### Aim of the task
Print the entries below exactly as they appear, from the first line up to and including the line with "g.lineJoin = 'round';". Do not print any pictures.

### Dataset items
Content starts

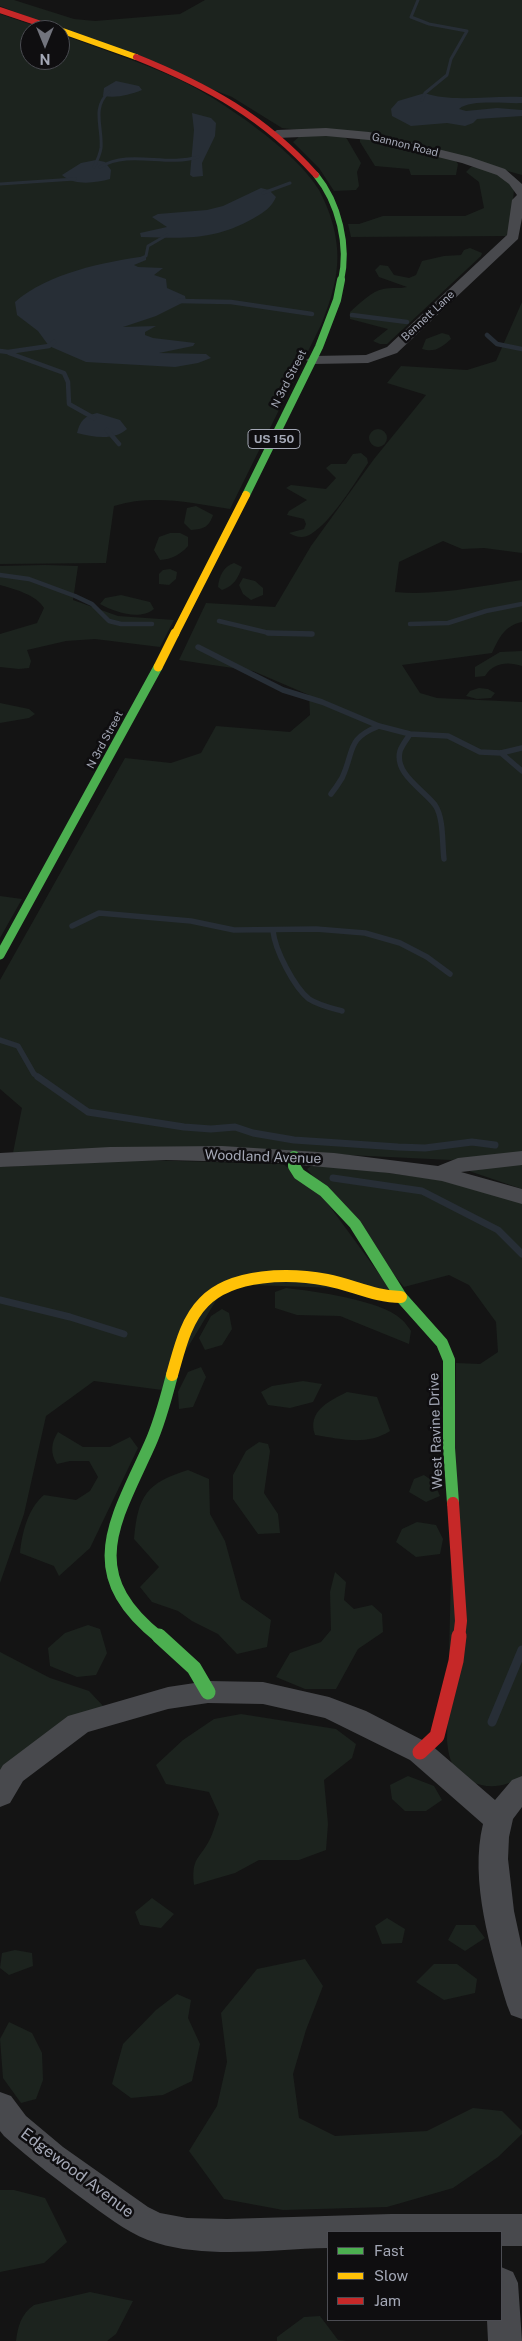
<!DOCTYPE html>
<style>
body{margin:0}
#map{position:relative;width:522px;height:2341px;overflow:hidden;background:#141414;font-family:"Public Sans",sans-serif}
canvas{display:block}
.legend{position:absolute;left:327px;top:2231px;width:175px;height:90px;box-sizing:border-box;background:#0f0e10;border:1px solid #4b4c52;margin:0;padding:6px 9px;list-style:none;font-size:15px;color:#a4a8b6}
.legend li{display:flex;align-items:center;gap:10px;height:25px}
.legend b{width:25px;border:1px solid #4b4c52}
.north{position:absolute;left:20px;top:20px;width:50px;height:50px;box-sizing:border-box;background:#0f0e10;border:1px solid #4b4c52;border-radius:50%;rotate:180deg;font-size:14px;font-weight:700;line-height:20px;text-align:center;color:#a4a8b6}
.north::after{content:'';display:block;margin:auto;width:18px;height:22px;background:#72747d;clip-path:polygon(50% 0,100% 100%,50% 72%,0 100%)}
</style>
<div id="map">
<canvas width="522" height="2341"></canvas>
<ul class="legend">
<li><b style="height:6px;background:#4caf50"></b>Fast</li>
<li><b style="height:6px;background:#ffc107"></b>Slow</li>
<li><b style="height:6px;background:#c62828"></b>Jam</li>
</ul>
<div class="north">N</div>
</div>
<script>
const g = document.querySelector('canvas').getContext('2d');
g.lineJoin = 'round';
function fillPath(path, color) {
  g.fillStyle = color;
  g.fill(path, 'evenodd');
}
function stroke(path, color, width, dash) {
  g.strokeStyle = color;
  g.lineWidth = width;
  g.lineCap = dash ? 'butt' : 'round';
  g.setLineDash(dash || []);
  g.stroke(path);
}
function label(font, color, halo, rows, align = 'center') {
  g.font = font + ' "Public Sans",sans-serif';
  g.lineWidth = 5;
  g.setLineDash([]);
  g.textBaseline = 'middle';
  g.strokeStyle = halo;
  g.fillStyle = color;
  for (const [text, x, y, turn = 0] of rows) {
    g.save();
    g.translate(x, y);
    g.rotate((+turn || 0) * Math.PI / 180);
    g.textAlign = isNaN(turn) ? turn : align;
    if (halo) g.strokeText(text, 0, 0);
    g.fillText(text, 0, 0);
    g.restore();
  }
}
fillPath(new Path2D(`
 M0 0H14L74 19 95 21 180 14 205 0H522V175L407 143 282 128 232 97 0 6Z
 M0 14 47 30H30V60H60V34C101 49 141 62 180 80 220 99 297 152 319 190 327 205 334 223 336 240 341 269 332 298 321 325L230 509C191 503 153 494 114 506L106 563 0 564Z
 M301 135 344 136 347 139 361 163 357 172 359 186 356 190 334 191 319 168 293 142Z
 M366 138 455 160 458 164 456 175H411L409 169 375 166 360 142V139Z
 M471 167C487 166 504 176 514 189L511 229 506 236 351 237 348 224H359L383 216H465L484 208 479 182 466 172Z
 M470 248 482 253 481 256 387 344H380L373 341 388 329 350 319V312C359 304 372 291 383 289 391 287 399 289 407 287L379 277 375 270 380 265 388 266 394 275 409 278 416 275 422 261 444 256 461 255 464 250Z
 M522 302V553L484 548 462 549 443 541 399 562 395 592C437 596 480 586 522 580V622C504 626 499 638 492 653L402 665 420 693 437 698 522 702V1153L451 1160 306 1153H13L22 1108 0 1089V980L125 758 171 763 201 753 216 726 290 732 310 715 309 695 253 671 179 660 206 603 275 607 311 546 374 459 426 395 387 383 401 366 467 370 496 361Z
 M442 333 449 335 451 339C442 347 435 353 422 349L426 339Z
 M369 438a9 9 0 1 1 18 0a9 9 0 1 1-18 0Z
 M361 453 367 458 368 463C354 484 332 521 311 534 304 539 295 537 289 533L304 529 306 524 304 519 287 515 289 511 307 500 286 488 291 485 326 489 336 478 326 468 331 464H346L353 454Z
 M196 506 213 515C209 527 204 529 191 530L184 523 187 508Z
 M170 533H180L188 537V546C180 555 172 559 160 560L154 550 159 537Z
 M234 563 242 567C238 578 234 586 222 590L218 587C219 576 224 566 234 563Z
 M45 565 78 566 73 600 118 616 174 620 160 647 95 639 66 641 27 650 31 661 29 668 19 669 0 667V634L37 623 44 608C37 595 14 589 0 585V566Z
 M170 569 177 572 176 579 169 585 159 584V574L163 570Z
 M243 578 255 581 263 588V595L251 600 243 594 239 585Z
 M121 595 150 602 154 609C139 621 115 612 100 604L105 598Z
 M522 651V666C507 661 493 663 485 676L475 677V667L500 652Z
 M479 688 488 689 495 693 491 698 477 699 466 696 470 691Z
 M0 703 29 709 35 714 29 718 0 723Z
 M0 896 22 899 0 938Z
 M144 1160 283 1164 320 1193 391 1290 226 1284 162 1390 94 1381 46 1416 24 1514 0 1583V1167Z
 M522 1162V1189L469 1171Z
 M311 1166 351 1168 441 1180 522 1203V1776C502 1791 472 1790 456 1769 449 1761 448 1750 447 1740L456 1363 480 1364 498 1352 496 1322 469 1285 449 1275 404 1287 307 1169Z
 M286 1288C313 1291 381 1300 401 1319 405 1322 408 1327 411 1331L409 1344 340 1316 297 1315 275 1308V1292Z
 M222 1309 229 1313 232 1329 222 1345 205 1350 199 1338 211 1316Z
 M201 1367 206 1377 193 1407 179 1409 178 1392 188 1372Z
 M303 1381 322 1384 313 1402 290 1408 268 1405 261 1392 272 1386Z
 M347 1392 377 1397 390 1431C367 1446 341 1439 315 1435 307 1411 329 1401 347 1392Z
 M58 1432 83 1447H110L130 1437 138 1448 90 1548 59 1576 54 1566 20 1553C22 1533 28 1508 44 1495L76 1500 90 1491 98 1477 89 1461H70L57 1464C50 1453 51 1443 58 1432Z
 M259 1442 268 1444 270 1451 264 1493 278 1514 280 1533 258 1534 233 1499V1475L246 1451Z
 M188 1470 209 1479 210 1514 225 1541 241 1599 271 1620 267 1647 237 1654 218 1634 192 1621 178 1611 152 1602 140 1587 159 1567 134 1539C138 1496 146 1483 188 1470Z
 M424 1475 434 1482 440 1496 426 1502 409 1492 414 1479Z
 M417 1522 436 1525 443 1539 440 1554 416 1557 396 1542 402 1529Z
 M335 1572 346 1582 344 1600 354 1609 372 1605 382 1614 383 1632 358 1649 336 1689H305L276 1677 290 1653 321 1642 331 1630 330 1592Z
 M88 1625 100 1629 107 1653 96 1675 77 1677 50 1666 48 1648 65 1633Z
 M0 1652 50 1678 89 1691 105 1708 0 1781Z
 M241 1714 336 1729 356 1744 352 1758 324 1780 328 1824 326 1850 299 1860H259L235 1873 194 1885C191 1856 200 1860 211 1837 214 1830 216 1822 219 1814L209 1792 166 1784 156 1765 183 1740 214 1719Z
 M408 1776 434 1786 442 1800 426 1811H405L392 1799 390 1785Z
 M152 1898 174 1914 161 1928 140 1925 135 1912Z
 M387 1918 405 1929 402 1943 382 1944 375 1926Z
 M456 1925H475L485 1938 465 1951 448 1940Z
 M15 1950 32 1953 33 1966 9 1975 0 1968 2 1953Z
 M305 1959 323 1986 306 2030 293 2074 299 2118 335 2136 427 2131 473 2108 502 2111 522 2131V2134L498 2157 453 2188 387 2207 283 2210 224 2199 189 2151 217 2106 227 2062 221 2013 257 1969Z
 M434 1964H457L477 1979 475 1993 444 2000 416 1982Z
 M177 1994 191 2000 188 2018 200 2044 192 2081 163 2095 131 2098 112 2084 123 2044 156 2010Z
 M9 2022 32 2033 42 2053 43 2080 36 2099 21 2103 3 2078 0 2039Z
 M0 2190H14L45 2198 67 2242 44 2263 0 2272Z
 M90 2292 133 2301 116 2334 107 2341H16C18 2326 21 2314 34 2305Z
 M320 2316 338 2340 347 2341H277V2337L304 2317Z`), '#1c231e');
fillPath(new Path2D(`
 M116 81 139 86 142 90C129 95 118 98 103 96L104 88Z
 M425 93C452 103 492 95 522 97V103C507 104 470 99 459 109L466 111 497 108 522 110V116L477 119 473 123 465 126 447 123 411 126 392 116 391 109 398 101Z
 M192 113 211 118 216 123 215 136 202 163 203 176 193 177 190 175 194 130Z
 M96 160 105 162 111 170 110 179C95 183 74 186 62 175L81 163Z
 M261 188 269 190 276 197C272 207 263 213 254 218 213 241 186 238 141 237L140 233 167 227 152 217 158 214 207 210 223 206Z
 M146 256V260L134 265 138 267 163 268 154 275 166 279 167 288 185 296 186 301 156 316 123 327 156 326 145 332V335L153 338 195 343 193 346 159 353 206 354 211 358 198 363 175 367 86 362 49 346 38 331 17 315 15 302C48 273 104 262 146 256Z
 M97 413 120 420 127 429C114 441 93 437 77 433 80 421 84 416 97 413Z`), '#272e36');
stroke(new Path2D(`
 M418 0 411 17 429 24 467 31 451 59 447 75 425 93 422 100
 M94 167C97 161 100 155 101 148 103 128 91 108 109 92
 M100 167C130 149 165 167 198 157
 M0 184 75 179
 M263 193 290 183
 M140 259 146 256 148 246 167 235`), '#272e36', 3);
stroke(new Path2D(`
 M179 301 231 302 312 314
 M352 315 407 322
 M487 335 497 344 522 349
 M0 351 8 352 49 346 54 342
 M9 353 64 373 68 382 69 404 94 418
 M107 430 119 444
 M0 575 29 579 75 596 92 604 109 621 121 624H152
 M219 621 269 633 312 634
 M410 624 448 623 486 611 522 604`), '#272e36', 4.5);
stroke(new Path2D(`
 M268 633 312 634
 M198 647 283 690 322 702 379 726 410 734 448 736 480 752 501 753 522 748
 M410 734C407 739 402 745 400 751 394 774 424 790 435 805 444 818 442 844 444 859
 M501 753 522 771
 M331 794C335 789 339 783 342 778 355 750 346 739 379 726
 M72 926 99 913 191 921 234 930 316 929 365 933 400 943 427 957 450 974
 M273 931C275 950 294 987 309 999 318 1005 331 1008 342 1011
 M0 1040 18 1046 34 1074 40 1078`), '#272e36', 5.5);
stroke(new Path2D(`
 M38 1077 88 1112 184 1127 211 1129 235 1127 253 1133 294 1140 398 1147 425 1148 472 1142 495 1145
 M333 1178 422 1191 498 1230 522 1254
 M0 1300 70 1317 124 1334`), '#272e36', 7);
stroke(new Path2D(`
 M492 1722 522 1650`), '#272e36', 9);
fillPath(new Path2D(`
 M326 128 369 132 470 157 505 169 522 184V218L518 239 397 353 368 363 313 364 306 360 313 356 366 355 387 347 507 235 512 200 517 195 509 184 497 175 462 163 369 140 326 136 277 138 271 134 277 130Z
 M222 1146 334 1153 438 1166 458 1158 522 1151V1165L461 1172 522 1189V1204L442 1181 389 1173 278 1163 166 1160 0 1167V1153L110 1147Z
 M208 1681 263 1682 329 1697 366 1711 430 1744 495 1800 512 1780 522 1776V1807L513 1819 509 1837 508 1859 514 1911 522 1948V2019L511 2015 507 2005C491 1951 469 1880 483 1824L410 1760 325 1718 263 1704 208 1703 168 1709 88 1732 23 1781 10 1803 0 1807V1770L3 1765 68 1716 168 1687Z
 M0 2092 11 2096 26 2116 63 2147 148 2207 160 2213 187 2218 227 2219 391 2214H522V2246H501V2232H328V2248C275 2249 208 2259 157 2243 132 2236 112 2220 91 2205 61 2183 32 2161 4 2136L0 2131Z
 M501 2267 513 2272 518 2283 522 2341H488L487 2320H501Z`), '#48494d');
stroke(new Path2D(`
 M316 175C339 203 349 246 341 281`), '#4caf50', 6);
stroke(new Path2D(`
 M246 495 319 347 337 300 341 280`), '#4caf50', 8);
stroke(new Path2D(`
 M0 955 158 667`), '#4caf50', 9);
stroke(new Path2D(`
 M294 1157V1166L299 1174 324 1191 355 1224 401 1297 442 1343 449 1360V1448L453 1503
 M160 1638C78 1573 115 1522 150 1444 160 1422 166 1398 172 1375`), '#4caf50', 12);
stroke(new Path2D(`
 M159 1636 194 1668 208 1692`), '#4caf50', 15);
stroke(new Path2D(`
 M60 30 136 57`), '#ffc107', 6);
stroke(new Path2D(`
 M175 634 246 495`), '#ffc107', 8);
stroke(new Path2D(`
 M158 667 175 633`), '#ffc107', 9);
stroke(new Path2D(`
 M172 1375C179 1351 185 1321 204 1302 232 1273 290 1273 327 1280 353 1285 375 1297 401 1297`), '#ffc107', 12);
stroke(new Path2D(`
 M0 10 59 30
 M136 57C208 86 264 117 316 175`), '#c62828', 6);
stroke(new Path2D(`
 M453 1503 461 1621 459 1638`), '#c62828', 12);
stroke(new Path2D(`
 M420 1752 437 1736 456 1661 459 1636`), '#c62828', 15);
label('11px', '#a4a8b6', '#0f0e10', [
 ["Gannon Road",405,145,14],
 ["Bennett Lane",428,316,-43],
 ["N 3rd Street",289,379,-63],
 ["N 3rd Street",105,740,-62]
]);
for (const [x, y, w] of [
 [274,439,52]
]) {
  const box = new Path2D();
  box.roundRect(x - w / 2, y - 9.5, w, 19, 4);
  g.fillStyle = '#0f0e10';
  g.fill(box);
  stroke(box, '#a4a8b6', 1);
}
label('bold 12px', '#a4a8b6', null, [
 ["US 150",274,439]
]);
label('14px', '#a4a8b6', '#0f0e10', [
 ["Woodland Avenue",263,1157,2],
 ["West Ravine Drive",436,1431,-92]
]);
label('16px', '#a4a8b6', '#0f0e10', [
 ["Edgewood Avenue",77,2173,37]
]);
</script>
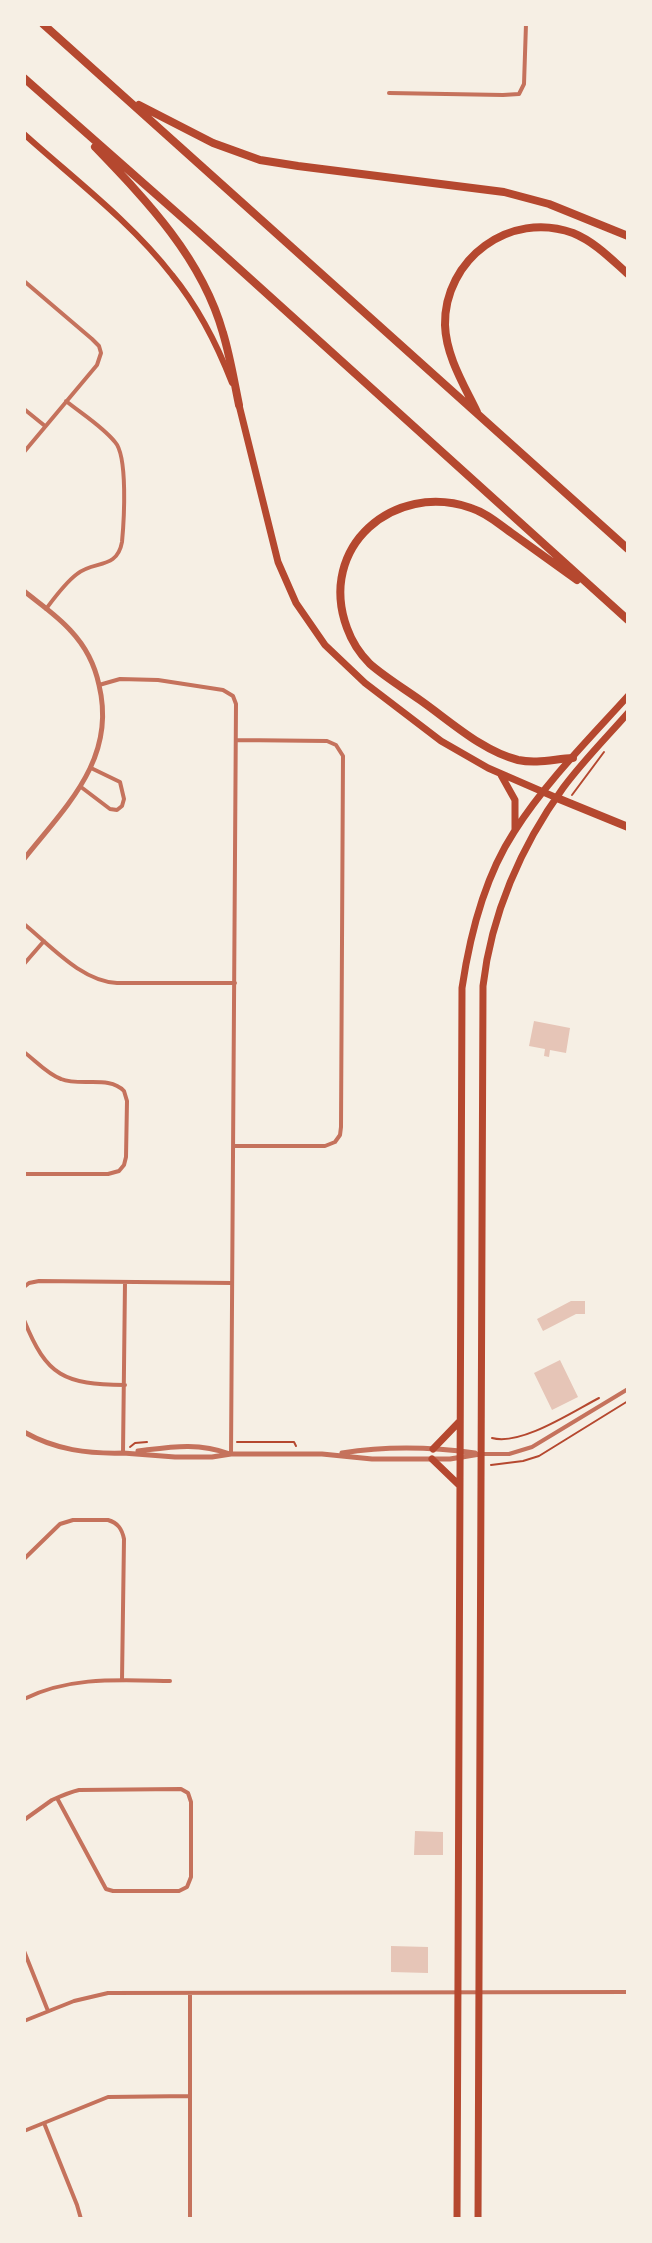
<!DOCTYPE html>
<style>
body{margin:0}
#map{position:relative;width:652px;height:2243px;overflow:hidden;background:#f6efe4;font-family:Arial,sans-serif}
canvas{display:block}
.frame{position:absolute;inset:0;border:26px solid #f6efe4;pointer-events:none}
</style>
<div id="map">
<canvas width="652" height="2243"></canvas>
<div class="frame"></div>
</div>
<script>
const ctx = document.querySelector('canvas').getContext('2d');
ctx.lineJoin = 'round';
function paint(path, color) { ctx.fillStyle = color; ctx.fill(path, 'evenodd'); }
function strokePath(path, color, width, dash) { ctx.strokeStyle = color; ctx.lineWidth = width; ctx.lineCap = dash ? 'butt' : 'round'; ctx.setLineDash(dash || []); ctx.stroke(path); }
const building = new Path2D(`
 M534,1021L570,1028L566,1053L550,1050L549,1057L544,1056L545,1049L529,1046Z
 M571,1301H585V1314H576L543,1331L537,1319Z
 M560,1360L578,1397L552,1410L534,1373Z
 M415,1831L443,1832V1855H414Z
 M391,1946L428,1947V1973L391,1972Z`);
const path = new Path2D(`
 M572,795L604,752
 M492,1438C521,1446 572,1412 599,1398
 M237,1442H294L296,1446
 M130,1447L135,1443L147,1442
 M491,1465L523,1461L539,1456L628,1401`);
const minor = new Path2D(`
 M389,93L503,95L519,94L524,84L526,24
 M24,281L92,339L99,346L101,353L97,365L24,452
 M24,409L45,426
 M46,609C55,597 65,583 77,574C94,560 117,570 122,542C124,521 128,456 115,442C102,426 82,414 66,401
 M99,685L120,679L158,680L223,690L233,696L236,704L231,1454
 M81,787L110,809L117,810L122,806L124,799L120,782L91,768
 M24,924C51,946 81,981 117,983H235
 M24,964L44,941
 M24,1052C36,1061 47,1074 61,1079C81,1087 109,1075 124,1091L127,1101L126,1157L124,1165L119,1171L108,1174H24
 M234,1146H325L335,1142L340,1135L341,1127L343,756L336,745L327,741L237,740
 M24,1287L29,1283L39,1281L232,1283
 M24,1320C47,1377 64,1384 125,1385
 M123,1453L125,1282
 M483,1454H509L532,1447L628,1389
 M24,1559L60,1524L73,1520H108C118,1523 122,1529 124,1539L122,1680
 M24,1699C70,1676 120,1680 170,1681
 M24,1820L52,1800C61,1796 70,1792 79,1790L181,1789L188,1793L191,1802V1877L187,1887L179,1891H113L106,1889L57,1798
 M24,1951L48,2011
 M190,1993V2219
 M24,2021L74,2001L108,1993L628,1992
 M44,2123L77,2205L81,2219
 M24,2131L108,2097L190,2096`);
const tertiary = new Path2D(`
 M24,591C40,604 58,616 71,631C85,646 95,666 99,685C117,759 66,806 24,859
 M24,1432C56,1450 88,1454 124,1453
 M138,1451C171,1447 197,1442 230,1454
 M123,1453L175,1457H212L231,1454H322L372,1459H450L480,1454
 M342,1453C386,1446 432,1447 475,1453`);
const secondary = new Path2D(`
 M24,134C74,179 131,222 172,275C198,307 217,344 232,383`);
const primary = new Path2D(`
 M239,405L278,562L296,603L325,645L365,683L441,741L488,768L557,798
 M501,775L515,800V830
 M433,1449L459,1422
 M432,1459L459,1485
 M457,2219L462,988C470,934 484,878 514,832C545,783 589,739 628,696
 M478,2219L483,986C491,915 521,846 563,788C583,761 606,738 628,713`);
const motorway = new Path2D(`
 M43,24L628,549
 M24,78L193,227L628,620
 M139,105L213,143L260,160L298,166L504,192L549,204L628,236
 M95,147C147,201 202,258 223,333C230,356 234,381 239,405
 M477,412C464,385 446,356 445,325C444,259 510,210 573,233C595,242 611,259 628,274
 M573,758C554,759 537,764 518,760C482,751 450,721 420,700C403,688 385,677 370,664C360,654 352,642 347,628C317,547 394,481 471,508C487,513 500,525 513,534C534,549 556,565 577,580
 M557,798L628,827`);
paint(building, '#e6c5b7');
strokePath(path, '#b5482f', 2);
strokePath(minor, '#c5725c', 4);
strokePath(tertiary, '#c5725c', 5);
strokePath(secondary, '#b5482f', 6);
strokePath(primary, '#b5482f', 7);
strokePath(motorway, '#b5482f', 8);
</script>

Content ends

### Written solution
<!DOCTYPE html>
<style>
body{margin:0}
#map{position:relative;width:522px;height:2341px;overflow:hidden;background:#141414;font-family:"Public Sans",sans-serif}
canvas{display:block}
.legend{position:absolute;left:327px;top:2231px;width:175px;height:90px;box-sizing:border-box;background:#0f0e10;border:1px solid #4b4c52;margin:0;padding:6px 9px;list-style:none;font-size:15px;color:#a4a8b6}
.legend li{display:flex;align-items:center;gap:10px;height:25px}
.legend b{width:25px;border:1px solid #4b4c52}
.north{position:absolute;left:20px;top:20px;width:50px;height:50px;box-sizing:border-box;background:#0f0e10;border:1px solid #4b4c52;border-radius:50%;rotate:180deg;font-size:14px;font-weight:700;line-height:20px;text-align:center;color:#a4a8b6}
.north::after{content:'';display:block;margin:auto;width:18px;height:22px;background:#72747d;clip-path:polygon(50% 0,100% 100%,50% 72%,0 100%)}
</style>
<div id="map">
<canvas width="522" height="2341"></canvas>
<ul class="legend">
<li><b style="height:6px;background:#4caf50"></b>Fast</li>
<li><b style="height:6px;background:#ffc107"></b>Slow</li>
<li><b style="height:6px;background:#c62828"></b>Jam</li>
</ul>
<div class="north">N</div>
</div>
<script>
const g = document.querySelector('canvas').getContext('2d');
g.lineJoin = 'round';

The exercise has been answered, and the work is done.